We weten allemaal dat we zo niet langer doorkunnen in de zorg. Wat is hier de oorzaak van en welke oplossingen zien we?

De zorg piept en kraakt. De afgelopen jaren wordt het steeds duidelijker dat er echt wat moet gebeuren. Drie oorzaken liggen hier wat mij betreft aan ten grondslag: 1) de veranderende samenleving, 2) de groeiende personeelstekorten, 3) de technologische innovaties, waardoor gespecialiseerde behandelingen zoals bijvoorbeeld gepersonaliseerde kankerbehandelingen duurder worden. Deze drie oorzaken brengen de basisprincipes van betaalbaarheid, toegankelijkheid en kwaliteit in gedrang. Welke vier ingrediënten zie ik als basis voor de transitie die we door moeten gaan maken?

 

1. Starten aan de bron: een gezonde generatie

Zet vol in op preventie en begin bij de bron door zo snel mogelijk een gezonde generatie te creëren. Investeer zowel in primaire preventie als in secundaire preventie voor mensen die al een gediagnosticeerde aandoening hebben. Zoals personen met diabetes waarbij wordt ingezet dat er geen staar ontwikkeld wordt of problemen ontstaan in de doorbloeding van de voeten, maar dat de diabetes chronisch sluimert of in geval van diabetes type 2 eventueel verdwijnt. Het belang van preventie geldt niet alleen voor fysieke gezondheid, maar ook voor mentale gezondheid. Zoals mentale weerbaarheid, op jonge leeftijd leren hoe met tegenslag om te gaan en het wegnemen van het taboe op mentale problemen. Tot slot weten we ook dat mentale en fysieke gezondheid heel dicht tegen elkaar liggen.

 

2. Positieve gezondheid als basishouding

De invalshoek van positieve gezondheid (Huber, M.) is kijken wat er nog wel kan in plaats van het accent op de ziekte te leggen. Daarmee wordt ingezet op de veerkracht van mensen en wat hun leven betekenisvol maakt. Hieronder een illustratief voorbeeld.
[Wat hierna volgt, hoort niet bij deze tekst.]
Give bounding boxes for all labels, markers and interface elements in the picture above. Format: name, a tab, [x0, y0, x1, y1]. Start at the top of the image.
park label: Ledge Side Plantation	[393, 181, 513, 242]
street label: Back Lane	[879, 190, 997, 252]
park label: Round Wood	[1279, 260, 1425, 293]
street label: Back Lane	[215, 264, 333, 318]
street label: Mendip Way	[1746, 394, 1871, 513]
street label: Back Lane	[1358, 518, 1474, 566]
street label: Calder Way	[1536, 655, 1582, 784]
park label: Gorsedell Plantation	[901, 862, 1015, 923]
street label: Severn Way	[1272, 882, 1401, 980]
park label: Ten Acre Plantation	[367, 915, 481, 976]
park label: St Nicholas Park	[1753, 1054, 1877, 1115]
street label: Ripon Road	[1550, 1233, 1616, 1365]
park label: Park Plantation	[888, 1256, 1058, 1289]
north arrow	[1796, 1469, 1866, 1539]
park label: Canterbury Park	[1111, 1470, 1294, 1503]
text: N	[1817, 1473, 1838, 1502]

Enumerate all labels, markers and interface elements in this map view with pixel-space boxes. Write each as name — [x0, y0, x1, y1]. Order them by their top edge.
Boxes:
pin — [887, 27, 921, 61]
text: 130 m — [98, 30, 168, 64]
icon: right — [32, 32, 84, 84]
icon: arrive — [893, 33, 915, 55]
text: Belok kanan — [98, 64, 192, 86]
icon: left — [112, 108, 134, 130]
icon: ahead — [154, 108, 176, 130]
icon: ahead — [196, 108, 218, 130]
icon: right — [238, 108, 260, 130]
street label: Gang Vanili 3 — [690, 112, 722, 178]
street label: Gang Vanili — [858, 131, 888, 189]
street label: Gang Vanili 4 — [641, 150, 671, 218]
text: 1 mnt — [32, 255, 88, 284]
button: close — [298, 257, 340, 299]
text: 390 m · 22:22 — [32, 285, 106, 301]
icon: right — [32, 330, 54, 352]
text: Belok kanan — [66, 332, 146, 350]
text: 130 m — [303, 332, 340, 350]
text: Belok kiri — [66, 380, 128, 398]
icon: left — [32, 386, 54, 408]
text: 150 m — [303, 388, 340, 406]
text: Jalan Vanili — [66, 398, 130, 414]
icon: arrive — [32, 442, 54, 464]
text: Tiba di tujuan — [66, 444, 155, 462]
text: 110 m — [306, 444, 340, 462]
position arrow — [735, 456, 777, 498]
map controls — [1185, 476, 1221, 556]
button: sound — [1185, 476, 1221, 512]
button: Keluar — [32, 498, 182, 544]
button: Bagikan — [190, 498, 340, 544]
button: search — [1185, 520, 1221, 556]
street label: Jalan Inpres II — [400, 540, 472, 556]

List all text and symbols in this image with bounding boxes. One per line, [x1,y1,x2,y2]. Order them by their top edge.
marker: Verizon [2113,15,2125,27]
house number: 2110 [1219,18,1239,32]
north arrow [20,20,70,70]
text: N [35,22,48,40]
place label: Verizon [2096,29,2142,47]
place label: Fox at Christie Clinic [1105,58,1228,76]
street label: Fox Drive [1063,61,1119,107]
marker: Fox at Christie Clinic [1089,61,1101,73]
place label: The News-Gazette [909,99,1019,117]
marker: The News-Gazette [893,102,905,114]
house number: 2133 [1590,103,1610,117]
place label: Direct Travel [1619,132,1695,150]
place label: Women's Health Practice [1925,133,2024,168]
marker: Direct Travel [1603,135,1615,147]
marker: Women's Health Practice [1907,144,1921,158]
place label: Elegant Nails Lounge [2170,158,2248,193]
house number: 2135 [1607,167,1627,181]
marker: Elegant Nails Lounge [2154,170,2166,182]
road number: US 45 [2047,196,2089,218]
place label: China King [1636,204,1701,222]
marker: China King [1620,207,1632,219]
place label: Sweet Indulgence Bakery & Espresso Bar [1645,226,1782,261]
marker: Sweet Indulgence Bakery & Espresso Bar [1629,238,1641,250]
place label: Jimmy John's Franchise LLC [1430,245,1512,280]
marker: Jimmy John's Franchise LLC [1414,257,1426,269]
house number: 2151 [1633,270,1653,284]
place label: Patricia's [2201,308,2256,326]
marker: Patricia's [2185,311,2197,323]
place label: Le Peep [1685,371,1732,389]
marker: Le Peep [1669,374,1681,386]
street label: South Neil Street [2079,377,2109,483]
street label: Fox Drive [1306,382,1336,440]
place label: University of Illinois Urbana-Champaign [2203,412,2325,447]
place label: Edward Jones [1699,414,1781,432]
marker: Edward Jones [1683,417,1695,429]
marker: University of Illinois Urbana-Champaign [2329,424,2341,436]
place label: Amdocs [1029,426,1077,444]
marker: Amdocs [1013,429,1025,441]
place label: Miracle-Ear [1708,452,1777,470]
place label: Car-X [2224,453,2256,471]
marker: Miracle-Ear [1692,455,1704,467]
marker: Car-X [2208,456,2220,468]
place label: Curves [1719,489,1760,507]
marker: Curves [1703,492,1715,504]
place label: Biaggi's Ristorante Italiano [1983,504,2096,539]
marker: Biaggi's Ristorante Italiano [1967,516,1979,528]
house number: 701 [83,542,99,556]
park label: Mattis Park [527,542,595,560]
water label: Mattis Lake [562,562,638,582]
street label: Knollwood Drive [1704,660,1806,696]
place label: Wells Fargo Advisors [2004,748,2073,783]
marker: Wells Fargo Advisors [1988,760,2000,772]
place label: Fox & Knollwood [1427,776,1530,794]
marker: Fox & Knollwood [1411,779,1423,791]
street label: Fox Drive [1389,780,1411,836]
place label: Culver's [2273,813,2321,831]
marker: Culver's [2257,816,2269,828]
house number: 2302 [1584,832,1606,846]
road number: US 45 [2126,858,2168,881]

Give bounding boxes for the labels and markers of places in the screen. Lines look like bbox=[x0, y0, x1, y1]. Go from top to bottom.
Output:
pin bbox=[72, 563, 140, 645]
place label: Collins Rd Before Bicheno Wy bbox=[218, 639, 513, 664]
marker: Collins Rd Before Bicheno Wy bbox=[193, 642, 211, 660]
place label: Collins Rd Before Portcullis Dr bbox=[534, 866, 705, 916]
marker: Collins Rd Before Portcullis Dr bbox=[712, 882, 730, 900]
Jasmina wordt geboren met diabetes type 1 en dat draagt ze haar hele leven met zich mee omdat het genetisch bepaald is. In het huidige zorgsysteem gaat Jasmina iedere drie maanden periodiek naar de dokter, die vraagt hoe het met haar gaat. Als er niets bijzonders is, gaat Jasmina na dit consult weer naar huis. Meer gebeurt er niet.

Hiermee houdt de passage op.